Jul 2, 2008, 7:30 PM

Post #6 of 9 (317 views)
Permalink
Re: readVInt, what is it for? [In reply to]

Lucene creates an inverted index and uses it to search.
Frequency is encoded in the .frq files:
http://lucene.apache.org/java/docs/fileformats.html

-Yonik

On Wed, Jul 2, 2008 at 10:04 PM, blazingwolf7 <blazingwolf7[at]gmail.com> wrote:
>
> Hmmm, I don't think I get it. How is it tracked during index time? I index my
> file earlier. Later I will open the index and perform a search. Shouldn't
> the frequency of each term in each document found be calculated at during
> the searching process?
>
>
> Yonik Seeley wrote:
>>
>> The frequency is tracked at index time. It's simply a read at query
>> time. See TermDocs.
>> If you really want to understand more about the code internals of
>> Lucene, I'd suggest stepping through more example queries with a
>> debugger.
>>
>> -Yonik
>>
>> On Wed, Jul 2, 2008 at 8:49 PM, blazingwolf7 <blazingwolf7[at]gmail.com>
>> wrote:
>>>
>>> Thanks, I am clear now on that. But do anyone know where is the frequency
>>> of
>>> the term for each document calculated? I mean which class it may be in
>>> and
>>> which method?
>>> Thanks
>>>
>>>
>>> Uwe Schindler wrote:
>>>>
>>>> A VInt is the way, how integers are stored in the index file in a
>>>> compressed
>>>> and variable length manner.
>>>>
>>>> Read here: http://lucene.apache.org/java/2_3_2/fileformats.html#VInt
>>>>
>>>> -----
>>>> Uwe Schindler
>>>> H.-H.-Meier-Allee 63, D-28213 Bremen
>>>> http://www.thetaphi.de
>>>> eMail: uwe[at]thetaphi.de
>>>>
>>>>> -----Original Message-----
>>>>> From: blazingwolf7 [mailto:blazingwolf7[at]gmail.com]
>>>>> Sent: Wednesday, July 02, 2008 11:47 AM
>>>>> To: java-dev[at]lucene.apache.org
>>>>> Subject: readVInt, what is it for?
>>>>>
>>>>>
>>>>> Hi,
>>>>>
>>>>> I am fairly new to Lucene and is now currently going through its source
>>>>> code.

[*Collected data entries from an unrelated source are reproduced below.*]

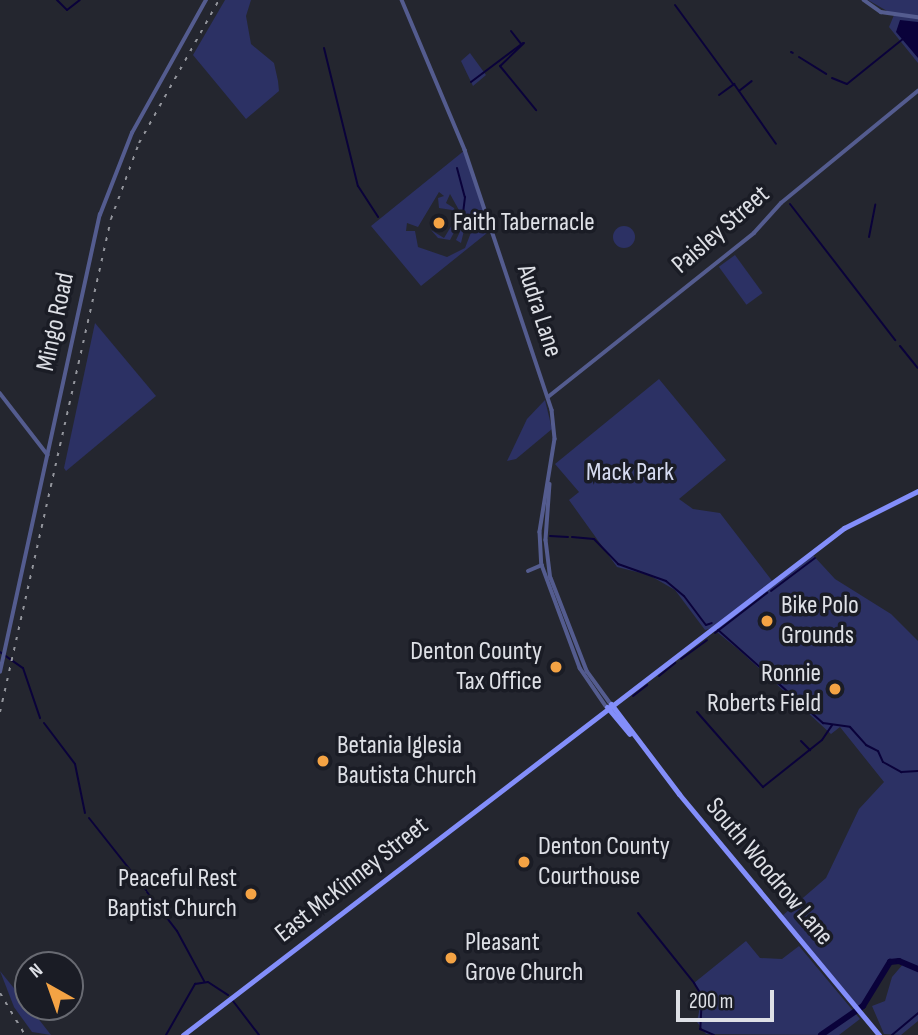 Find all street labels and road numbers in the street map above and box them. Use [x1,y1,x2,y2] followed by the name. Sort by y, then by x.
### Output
[666,179,776,281] street label: Paisley Street
[509,261,569,361] street label: Audra Lane
[30,270,82,374] street label: Mingo Road
[698,792,840,952] street label: South Woodrow Lane
[269,811,435,949] street label: East McKinney Street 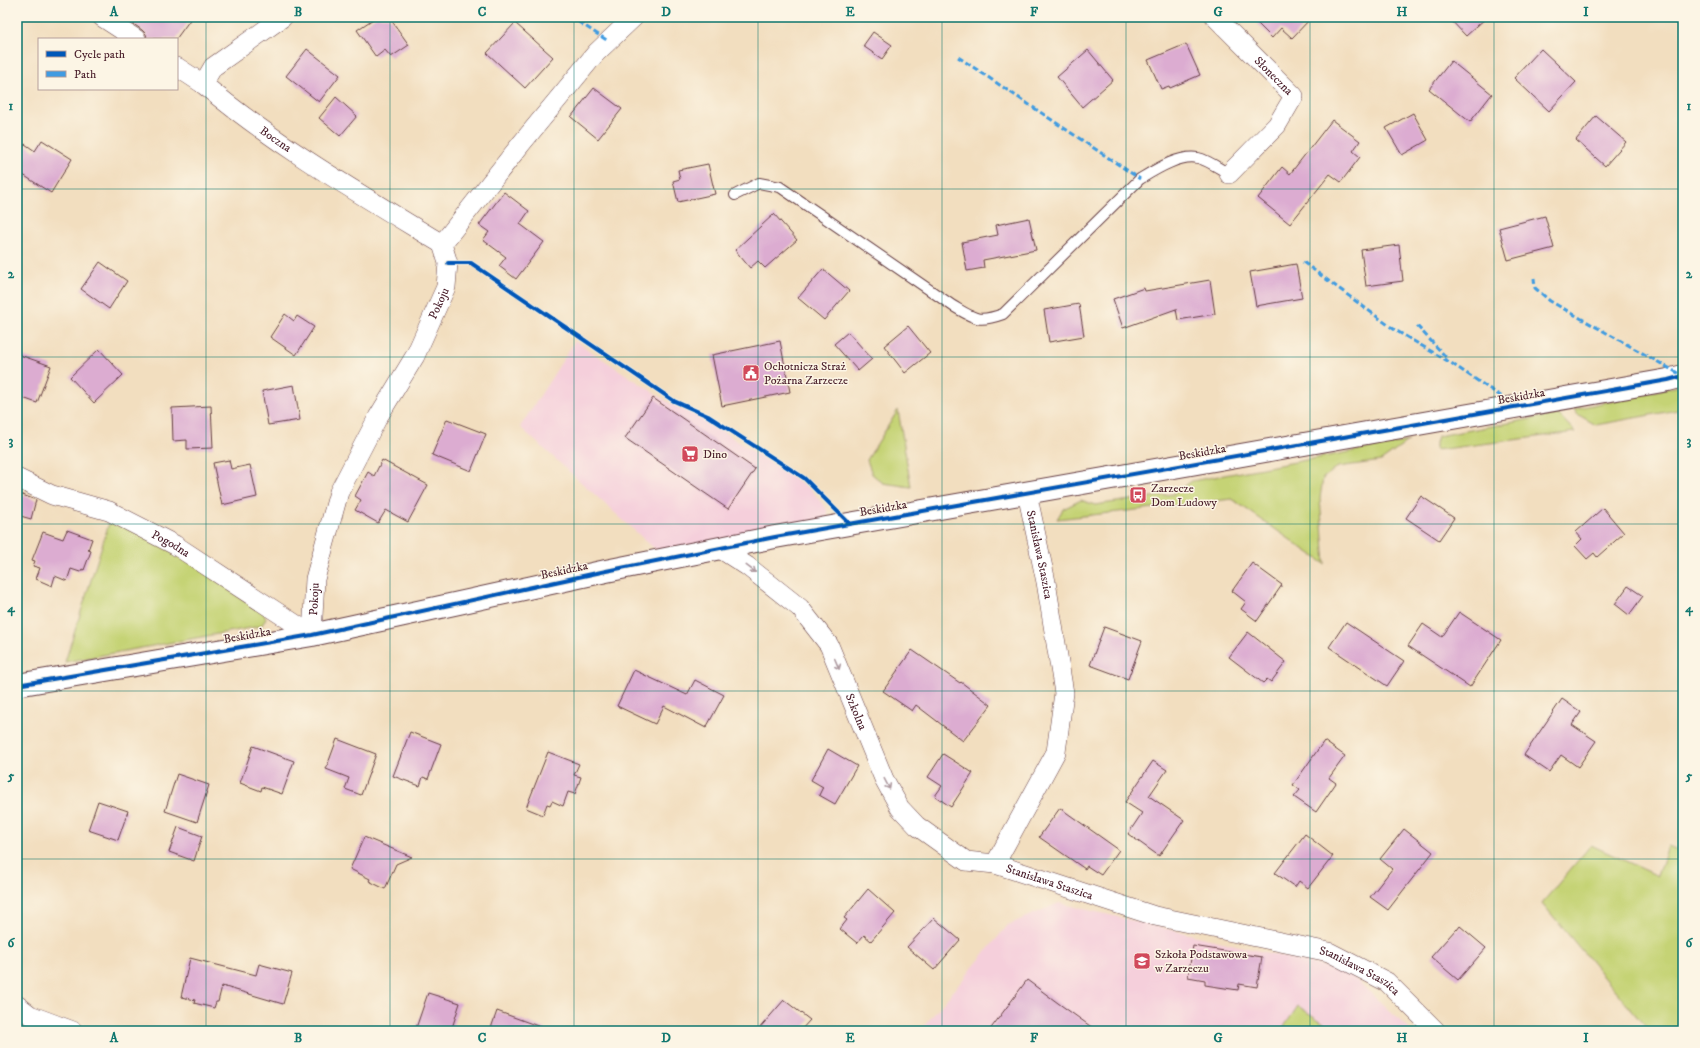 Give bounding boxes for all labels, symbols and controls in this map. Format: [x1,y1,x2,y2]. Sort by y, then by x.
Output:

I am currently trying to determine how Lucene calculate the
>>>>> frequency
>>>>> of a term in each document located.
>>>>>
>>>>> I encounter a method named readVInt() in IndexInput class. It seems
>>>>> everytime it called this method it will be able to generate the
>>>>> document
>>>>> number and the frequency of the term in each document.
>>>>>
>>>>> I am wondering how it work and fail to find and information on it on
>>>>> the
>>>>> Internet. Could anyone explain it to me? Thanks
>>>>> --
>>>>> View this message in context:
>>>>> http://www.nabble.com/readVInt%2C-what-is-
>>>>> it-for--tp18233802p18233802.html
>>>>> Sent from the Lucene - Java Developer mailing list archive at
>>>>> Nabble.com.
>>>>>
>>>>>
>>>>> ---------------------------------------------------------------------
>>>>> To unsubscribe, e-mail: java-dev-unsubscribe[at]lucene.apache.org
>>>>> For additional commands, e-mail: java-dev-help[at]lucene.apache.org
>>>>
>>>>
>>>>
>>>> ---------------------------------------------------------------------
>>>> To unsubscribe, e-mail: java-dev-unsubscribe[at]lucene.apache.org
>>>> For additional commands, e-mail: java-dev-help[at]lucene.apache.org
>>>>
>>>>
>>>>
>>>
>>> --
>>> View this message in context:
>>> http://www.nabble.com/readVInt%2C-what-is-it-for--tp18233802p18249790.html
>>> Sent from the Lucene - Java Developer mailing list archive at Nabble.com.
>>>
>>>
>>> ---------------------------------------------------------------------
>>> To unsubscribe, e-mail: java-dev-unsubscribe[at]lucene.apache.org
>>> For additional commands, e-mail: java-dev-help[at]lucene.apache.org
>>>
>>>
>>
>> ---------------------------------------------------------------------
>> To unsubscribe, e-mail: java-dev-unsubscribe[at]lucene.apache.org
>> For additional commands, e-mail: java-dev-help[at]lucene.apache.org
>>
>>
>>
>
> --
> View this message in context: http://www.nabble.com/readVInt%2C-what-is-it-for--tp18233802p18250434.html
> Sent from the Lucene - Java Developer mailing list archive at Nabble.com.
>
>
> ---------------------------------------------------------------------
> To unsubscribe, e-mail: java-dev-unsubscribe[at]lucene.apache.org
> For additional commands, e-mail: java-dev-help[at]lucene.apache.org
>
>

---------------------------------------------------------------------
To unsubscribe, e-mail: java-dev-unsubscribe[at]lucene.apache.org
For additional commands, e-mail: java-dev-help[at]lucene.apache.org


gsingers at apache

Jul 2, 2008, 7:37 PM

Post #7 of 9 (316 views)
Permalink
Re: readVInt, what is it for? [In reply to]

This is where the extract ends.